From: Petr Vorel <pvorel@suse.cz>
To: Piotr Kubaj <piotr.kubaj@intel.com>
Cc: daniel.niestepski@intel.com, tomasz.ossowski@intel.com,
	helena.anna.dubel@intel.com, rafael.j.wysocki@intel.com,
	ltp@lists.linux.it
Subject: Re: [LTP] [PATCH v4] thermal: add new test group
Date: Fri, 23 Jan 2026 21:25:21 +0100	[thread overview]
Message-ID: <20260123202521.GB367190@pevik> (raw)
In-Reply-To: <20260123124952.338065-2-piotr.kubaj@intel.com>

Hi Piotr,

> This is a new test for checking thermal interrupt events.
> Corrects issues pointed out by Petr Vorel for v3.
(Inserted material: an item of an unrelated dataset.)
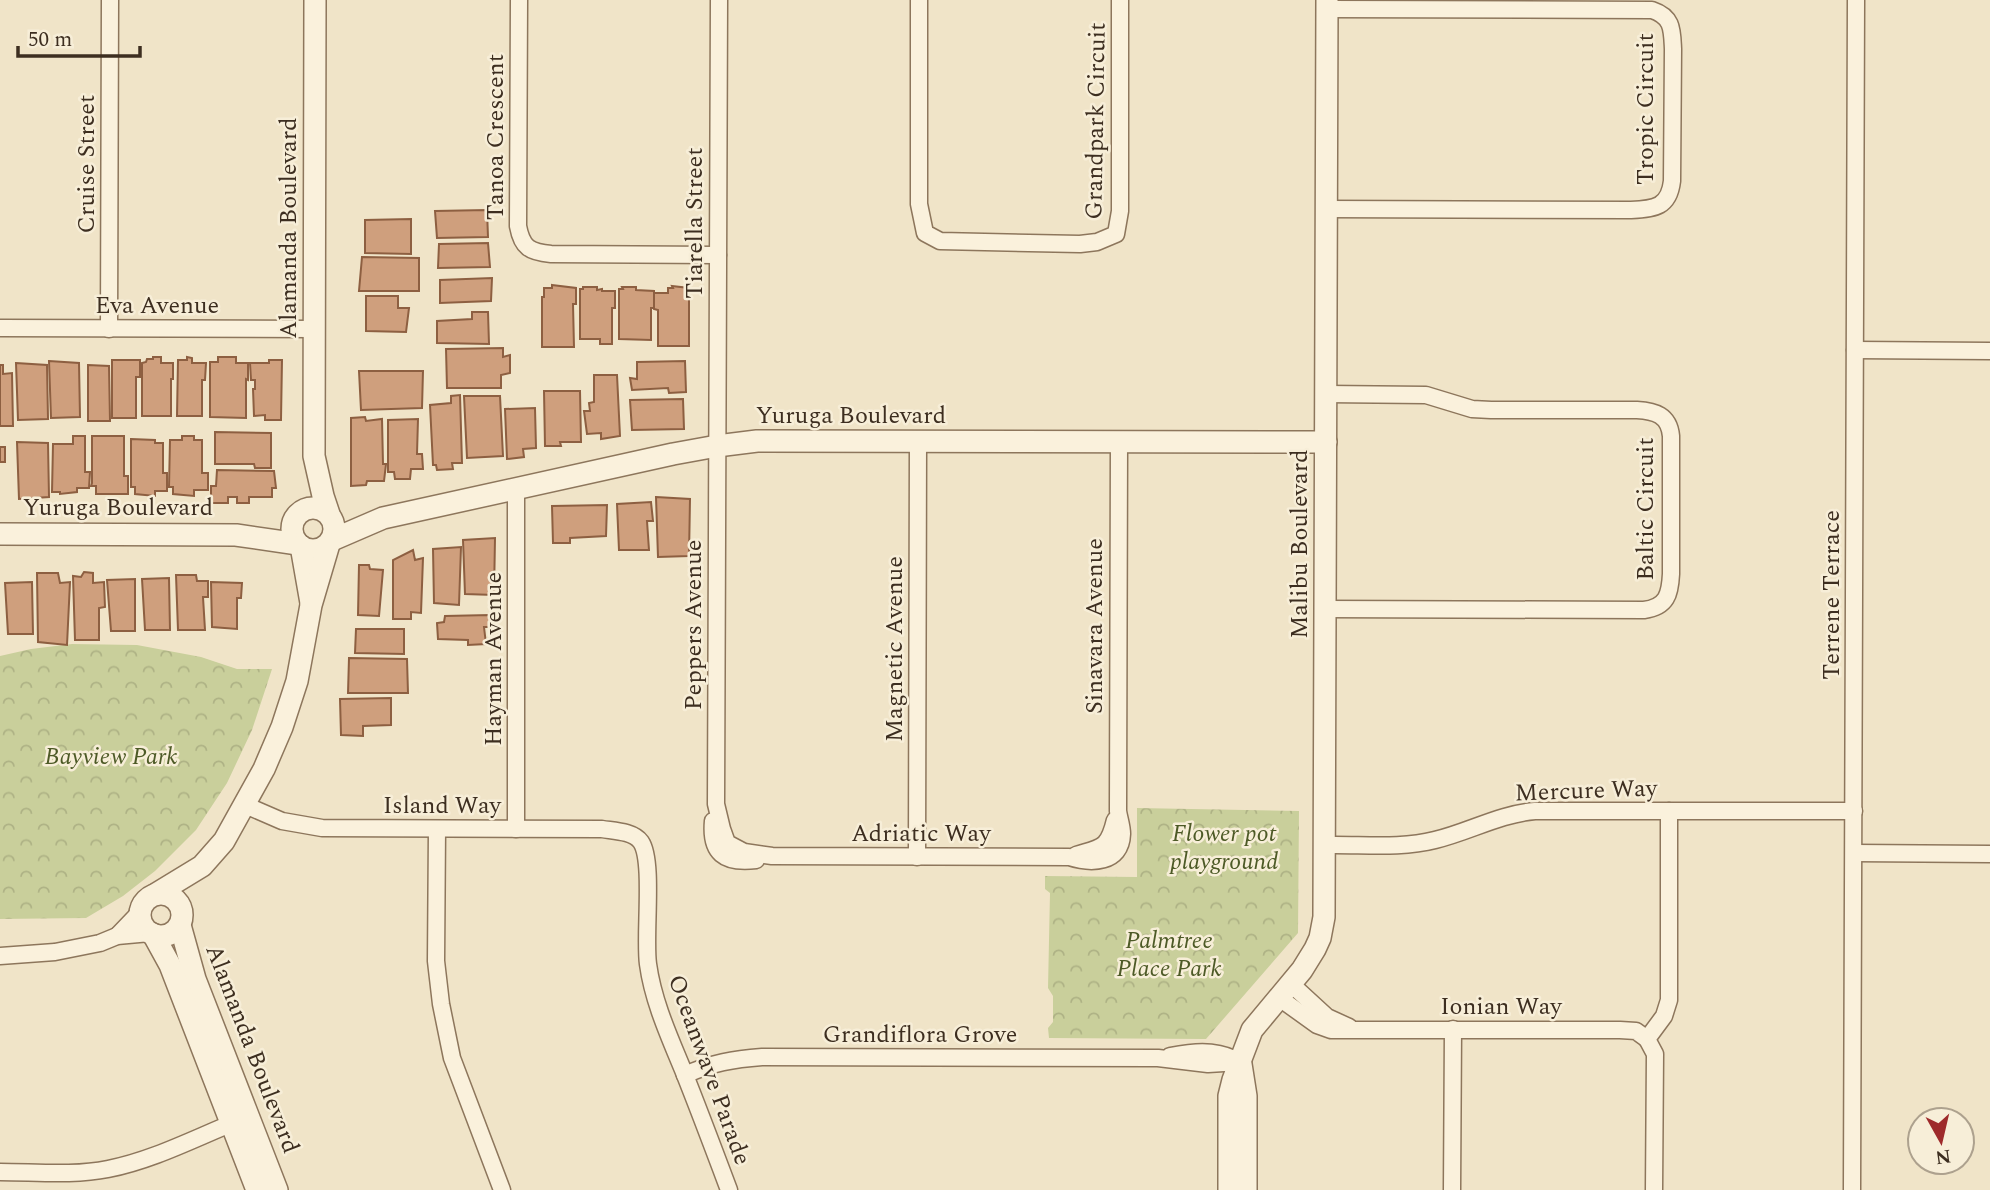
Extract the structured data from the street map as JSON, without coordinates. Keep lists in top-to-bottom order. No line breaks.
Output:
{"streets":{"street":["Tropic Circuit","Grandpark Circuit","Tanoa Crescent","Cruise Street","Tiarella Street","Alamanda Boulevard","Eva Avenue","Yuruga Boulevard","Baltic Circuit","Malibu Boulevard","Terrene Terrace","Peppers Avenue","Sinavara Avenue","Magnetic Avenue","Hayman Avenue","Mercure Way","Island Way","Adriatic Way","Ionian Way","Grandiflora Grove","Oceanwave Parade"]},"crossings":[["Tropic Circuit","Malibu Boulevard"],["Tanoa Crescent","Tiarella Street"],["Cruise Street","Eva Avenue"],["Tiarella Street","Yuruga Boulevard"],["Tiarella Street","Peppers Avenue"],["Alamanda Boulevard","Eva Avenue"],["Alamanda Boulevard","Yuruga Boulevard"],["Yuruga Boulevard","Malibu Boulevard"],["Yuruga Boulevard","Peppers Avenue"],["Yuruga Boulevard","Sinavara Avenue"],["Yuruga Boulevard","Magnetic Avenue"],["Yuruga Boulevard","Hayman Avenue"],["Baltic Circuit","Malibu Boulevard"],["Malibu Boulevard","Mercure Way"],["Malibu Boulevard","Ionian Way"],["Malibu Boulevard","Grandiflora Grove"],["Terrene Terrace","Mercure Way"],["Peppers Avenue","Adriatic Way"],["Sinavara Avenue","Adriatic Way"],["Magnetic Avenue","Adriatic Way"],["Hayman Avenue","Island Way"],["Island Way","Oceanwave Parade"],["Grandiflora Grove","Oceanwave Parade"]],"parks":["Bayview Park","Flower pot playground","Palmtree Place Park"],"scale_bar":"50 m","north":"bottom"}
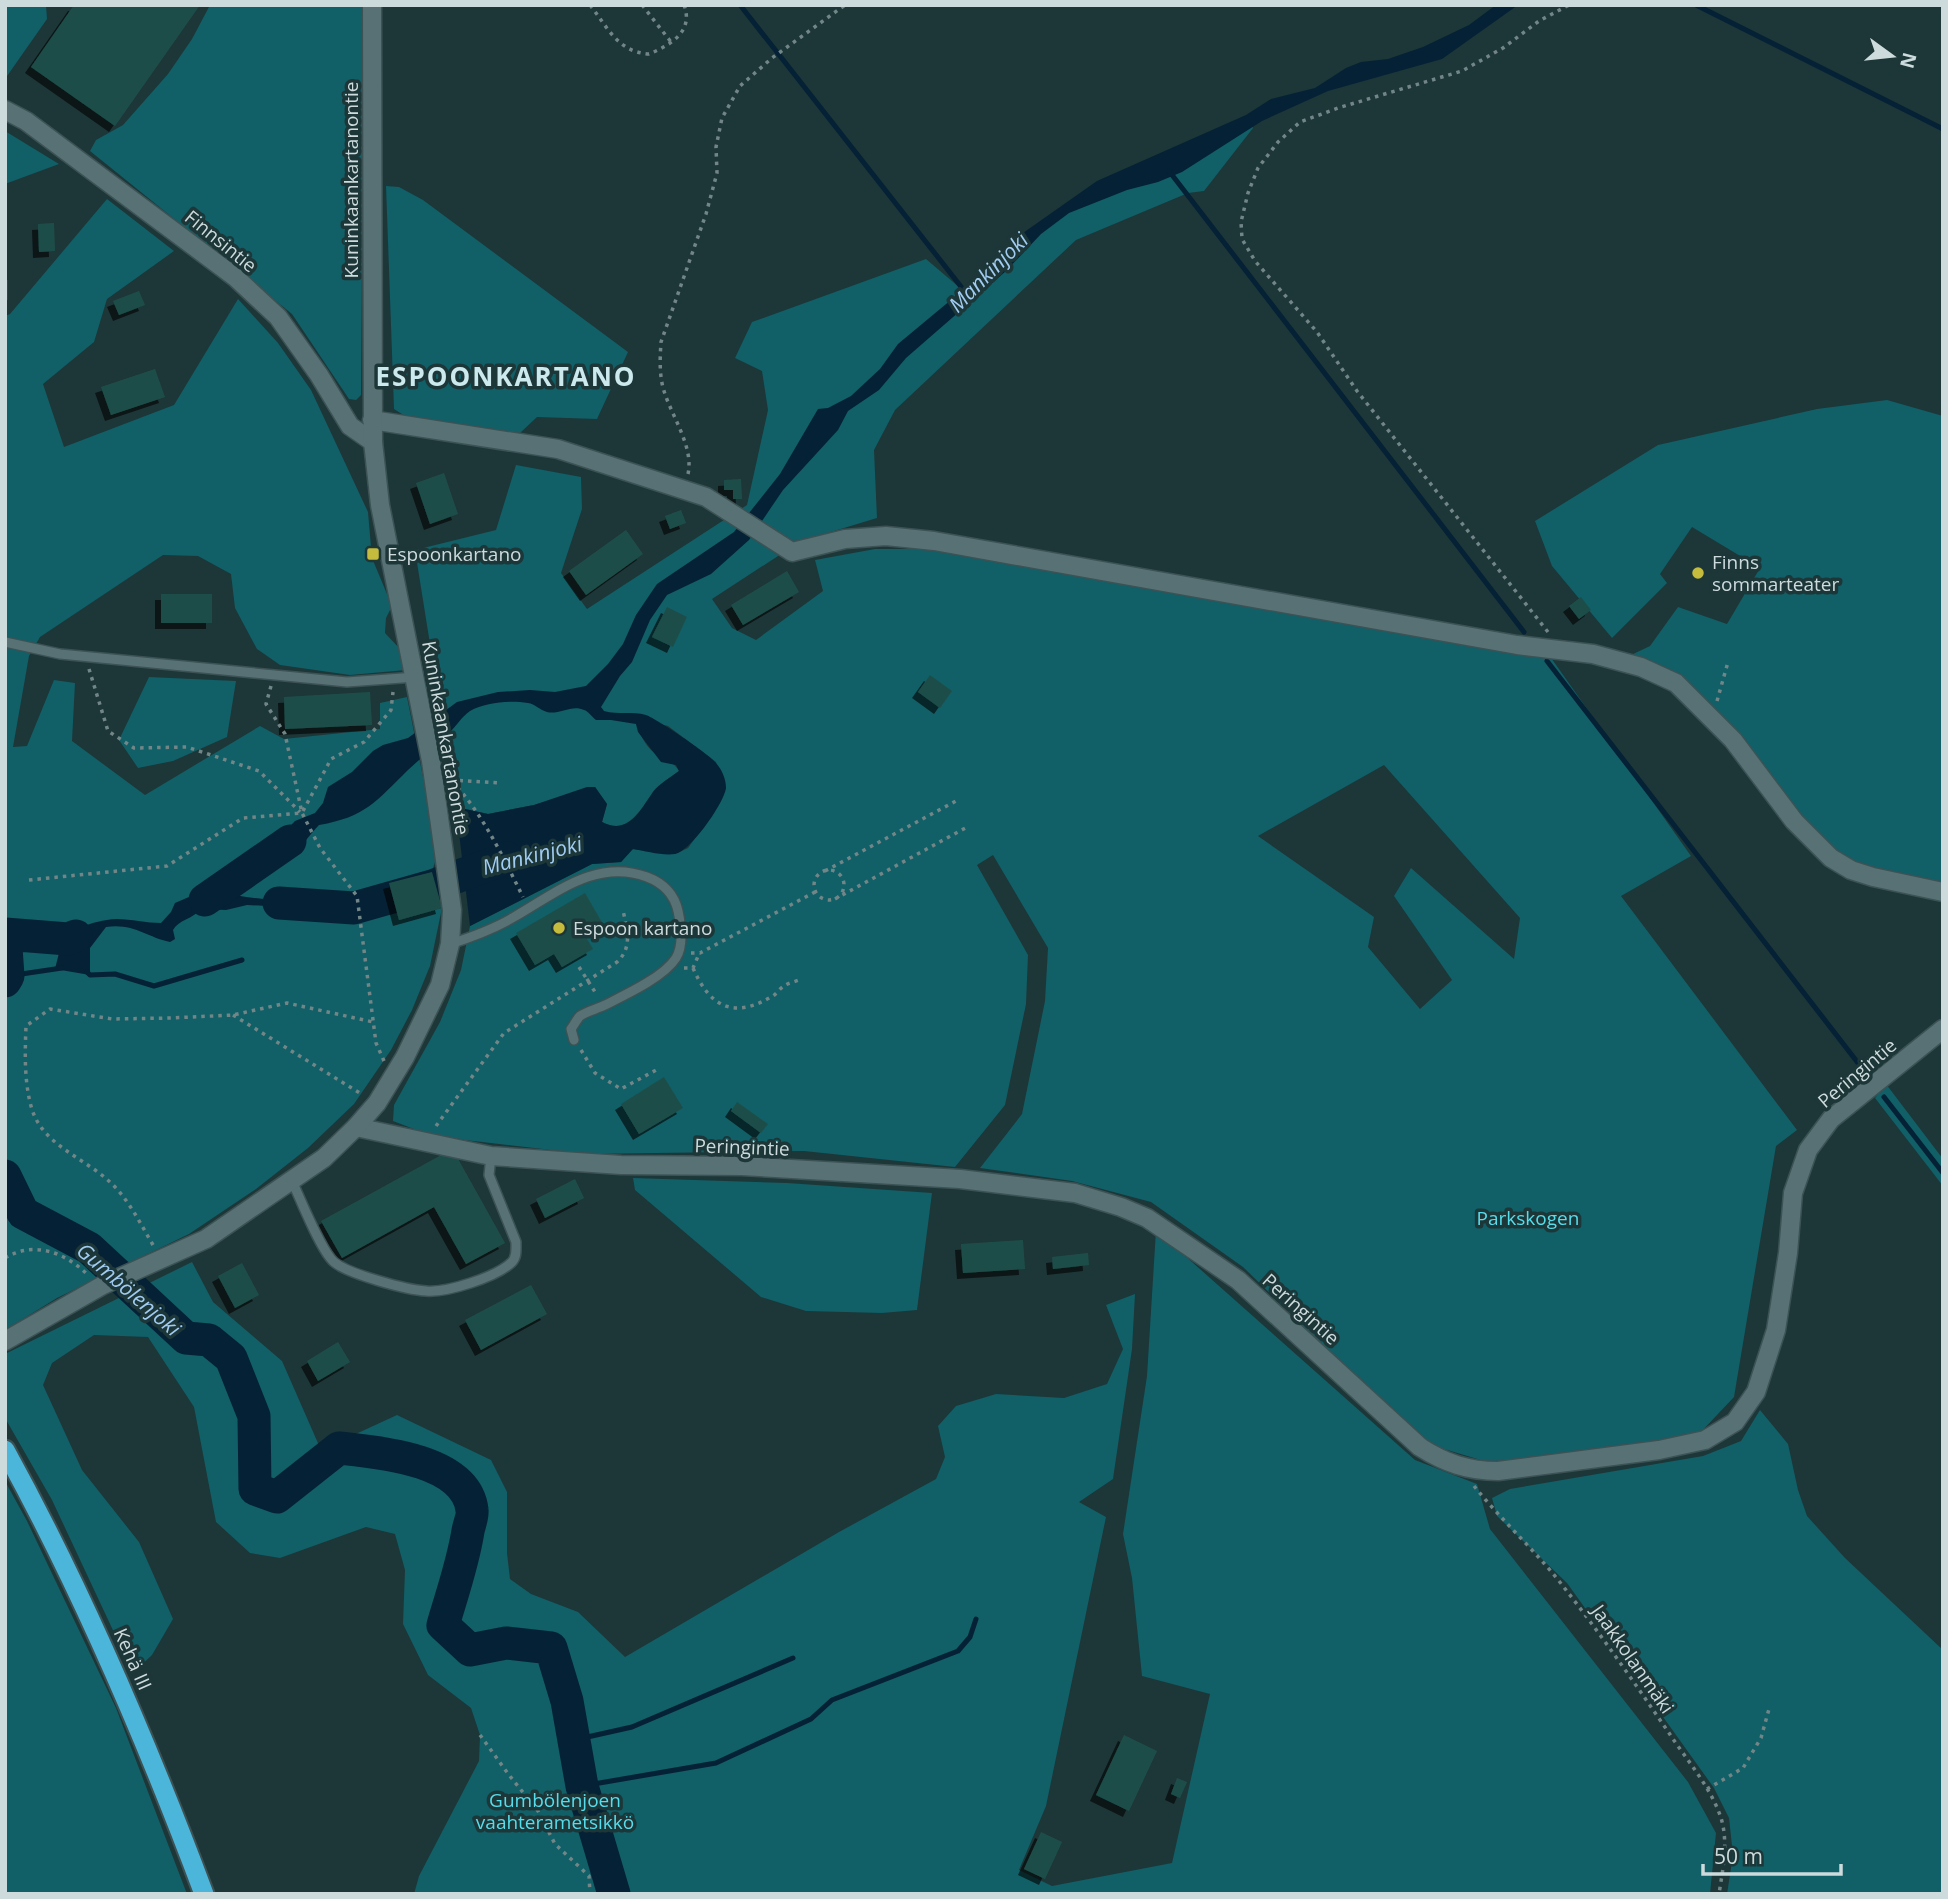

> +++ b/testcases/kernel/thermal/thermal_interrupt_events.c
> @@ -0,0 +1,204 @@
> +// SPDX-License-Identifier: GPL-2.0-or-later
> +
> +/*
> + * Copyright (C) 2025-2026 Intel - http://www.intel.com/
> + */
> +
> +/*\
> + * Tests the CPU package thermal sensor interface for Intel platforms.
> +
> + * Works by checking the initial count of thermal interrupts. Then it
> + * decreases the threshold for sending a thermal interrupt to just above
> + * the current temperature and runs a workload on the CPU. Finally, it restores
> + * the original thermal threshold and checks whether the number of thermal
> + * interrupts increased.
> + */
> +
> +#include "tst_safe_stdio.h"
> +#include "tst_test.h"
very nit: blank line between includes and defines helps readability
> +#define	PATH_LEN	69
very nit: you mix tabs and spaces after #define.
I'd be ok to use NAME_MAX (255) from <limits.h> than to have an extra constant
just to save little bit of memory.
But maybe worth to define 8192 (/proc/interrupts line), which is used on 2 places.

> +#define RUNTIME		30
> +#define SLEEP		10
> +#define	STRING_LEN	23
You don't use STRING_LEN.

> +#define TEMP_INCREMENT	10
> +
> +static char trip_path[PATH_LEN];
> +static int nproc, trip;
> +
> +static void setup(void)
> +{
> +	nproc = tst_ncpus();
> +	tst_res(TDEBUG, "Number of logical cores: %d", nproc);
> +}
> +
> +static void cleanup(void)
> +{
> +	tst_res(TDEBUG, "Restoring original trip_point_1_temp value: %d", trip);
I don't think this message is useful. It's just a cleanup. Also if it fails,
you'll get message from LTP library.

> +	SAFE_FILE_PRINTF(trip_path, "%d", trip);
> +}
> +
> +static void *cpu_workload(double run_time)
> +{
> +	time_t start_time = time(NULL);
> +	int num = 2;
> +
> +	while (difftime(time(NULL), start_time) < run_time) {
> +		for (int i = 2; i * i <= num; i++) {
> +			if (num % i == 0)
> +				break;
> +		}
> +		num++;
> +	}
> +	return NULL;
> +}
> +
> +static void read_interrupts(uint64_t *interrupt_array, const int nproc)
very nit: maybe just interrupts? Variable names can be meaningful and yet short
enough :).

> +{
> +	bool interrupts_found = 0;
very nit: sure it works, but why not using true and false?

> +	char line[8192];
> +
> +	memset(interrupt_array, 0, nproc * sizeof(*interrupt_array));
> +	FILE *fp = SAFE_FOPEN("/proc/interrupts", "r");
> +
> +	while (fgets(line, sizeof(line), fp)) {
> +		if (strstr(line, "Thermal event interrupts")) {
> +			interrupts_found = 1;
> +			char *token = strtok(line, " ");
> +
> +			token = strtok(NULL, " ");
> +			int i = 0;
> +
> +			while (!!strncmp(token, "Thermal", 7)) {
> +				interrupt_array[i++] = atoll(token);
> +				token = strtok(NULL, " ");
> +				tst_res(TDEBUG, "Current value of interrupt_array[%d]: %ld", i - 1, interrupt_array[i - 1]);
nit: It's just a debug info, why not just (shorten long lines):
				tst_res(TDEBUG, "interrupts[%d]: %ld", i-1, interrupts[i-1]);

> +			}
We don't need processing any other line after TRM: right?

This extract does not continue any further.